> [ACTIVITY] Write out the whole listing without a single alteration.

> [DATASET EXTRACT]
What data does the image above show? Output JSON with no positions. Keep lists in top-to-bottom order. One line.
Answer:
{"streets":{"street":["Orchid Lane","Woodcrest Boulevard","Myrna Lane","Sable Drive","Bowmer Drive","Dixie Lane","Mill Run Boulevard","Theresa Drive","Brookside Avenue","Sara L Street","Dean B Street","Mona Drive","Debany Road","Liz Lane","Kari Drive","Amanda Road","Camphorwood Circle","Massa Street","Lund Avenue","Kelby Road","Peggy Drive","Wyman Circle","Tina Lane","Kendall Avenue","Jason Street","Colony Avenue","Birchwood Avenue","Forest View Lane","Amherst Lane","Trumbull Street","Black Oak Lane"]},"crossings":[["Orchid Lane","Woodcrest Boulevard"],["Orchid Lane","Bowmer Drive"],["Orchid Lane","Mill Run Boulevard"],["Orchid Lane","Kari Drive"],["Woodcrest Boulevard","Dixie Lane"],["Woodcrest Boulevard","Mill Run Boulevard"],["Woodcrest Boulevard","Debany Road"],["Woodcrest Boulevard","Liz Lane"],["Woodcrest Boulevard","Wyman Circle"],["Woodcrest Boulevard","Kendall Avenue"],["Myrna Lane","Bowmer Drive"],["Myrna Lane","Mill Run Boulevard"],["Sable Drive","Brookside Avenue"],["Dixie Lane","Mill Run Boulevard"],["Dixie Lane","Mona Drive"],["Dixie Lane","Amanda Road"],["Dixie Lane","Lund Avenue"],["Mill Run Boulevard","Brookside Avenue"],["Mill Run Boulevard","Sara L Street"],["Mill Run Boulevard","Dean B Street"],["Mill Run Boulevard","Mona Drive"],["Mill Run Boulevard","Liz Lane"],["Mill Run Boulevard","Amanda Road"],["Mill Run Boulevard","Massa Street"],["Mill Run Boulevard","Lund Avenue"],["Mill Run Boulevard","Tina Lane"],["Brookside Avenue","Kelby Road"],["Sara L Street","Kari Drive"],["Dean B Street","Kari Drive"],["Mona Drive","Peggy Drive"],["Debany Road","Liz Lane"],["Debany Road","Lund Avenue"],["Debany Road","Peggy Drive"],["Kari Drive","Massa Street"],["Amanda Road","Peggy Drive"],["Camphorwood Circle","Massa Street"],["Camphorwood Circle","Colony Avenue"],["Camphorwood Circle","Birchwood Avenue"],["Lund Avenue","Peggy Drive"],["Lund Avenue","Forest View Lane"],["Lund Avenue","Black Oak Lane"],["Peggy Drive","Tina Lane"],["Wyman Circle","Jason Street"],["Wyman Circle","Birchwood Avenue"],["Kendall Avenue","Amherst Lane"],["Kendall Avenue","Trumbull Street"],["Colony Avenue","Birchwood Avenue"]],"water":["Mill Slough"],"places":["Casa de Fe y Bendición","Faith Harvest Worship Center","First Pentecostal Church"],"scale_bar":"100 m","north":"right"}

> [ANSWER SPACE]
What data does the image above show? Output JSON with no positions. Keep lists in top-to-bottom order. One line.
Answer:
{"streets":{"street":["Orchid Lane","Woodcrest Boulevard","Myrna Lane","Sable Drive","Bowmer Drive","Dixie Lane","Mill Run Boulevard","Theresa Drive","Brookside Avenue","Sara L Street","Dean B Street","Mona Drive","Debany Road","Liz Lane","Kari Drive","Amanda Road","Camphorwood Circle","Massa Street","Lund Avenue","Kelby Road","Peggy Drive","Wyman Circle","Tina Lane","Kendall Avenue","Jason Street","Colony Avenue","Birchwood Avenue","Forest View Lane","Amherst Lane","Trumbull Street","Black Oak Lane"]},"crossings":[["Orchid Lane","Woodcrest Boulevard"],["Orchid Lane","Bowmer Drive"],["Orchid Lane","Mill Run Boulevard"],["Orchid Lane","Kari Drive"],["Woodcrest Boulevard","Dixie Lane"],["Woodcrest Boulevard","Mill Run Boulevard"],["Woodcrest Boulevard","Debany Road"],["Woodcrest Boulevard","Liz Lane"],["Woodcrest Boulevard","Wyman Circle"],["Woodcrest Boulevard","Kendall Avenue"],["Myrna Lane","Bowmer Drive"],["Myrna Lane","Mill Run Boulevard"],["Sable Drive","Brookside Avenue"],["Dixie Lane","Mill Run Boulevard"],["Dixie Lane","Mona Drive"],["Dixie Lane","Amanda Road"],["Dixie Lane","Lund Avenue"],["Mill Run Boulevard","Brookside Avenue"],["Mill Run Boulevard","Sara L Street"],["Mill Run Boulevard","Dean B Street"],["Mill Run Boulevard","Mona Drive"],["Mill Run Boulevard","Liz Lane"],["Mill Run Boulevard","Amanda Road"],["Mill Run Boulevard","Massa Street"],["Mill Run Boulevard","Lund Avenue"],["Mill Run Boulevard","Tina Lane"],["Brookside Avenue","Kelby Road"],["Sara L Street","Kari Drive"],["Dean B Street","Kari Drive"],["Mona Drive","Peggy Drive"],["Debany Road","Liz Lane"],["Debany Road","Lund Avenue"],["Debany Road","Peggy Drive"],["Kari Drive","Massa Street"],["Amanda Road","Peggy Drive"],["Camphorwood Circle","Massa Street"],["Camphorwood Circle","Colony Avenue"],["Camphorwood Circle","Birchwood Avenue"],["Lund Avenue","Peggy Drive"],["Lund Avenue","Forest View Lane"],["Lund Avenue","Black Oak Lane"],["Peggy Drive","Tina Lane"],["Wyman Circle","Jason Street"],["Wyman Circle","Birchwood Avenue"],["Kendall Avenue","Amherst Lane"],["Kendall Avenue","Trumbull Street"],["Colony Avenue","Birchwood Avenue"]],"water":["Mill Slough"],"places":["Casa de Fe y Bendición","Faith Harvest Worship Center","First Pentecostal Church"],"scale_bar":"100 m","north":"right"}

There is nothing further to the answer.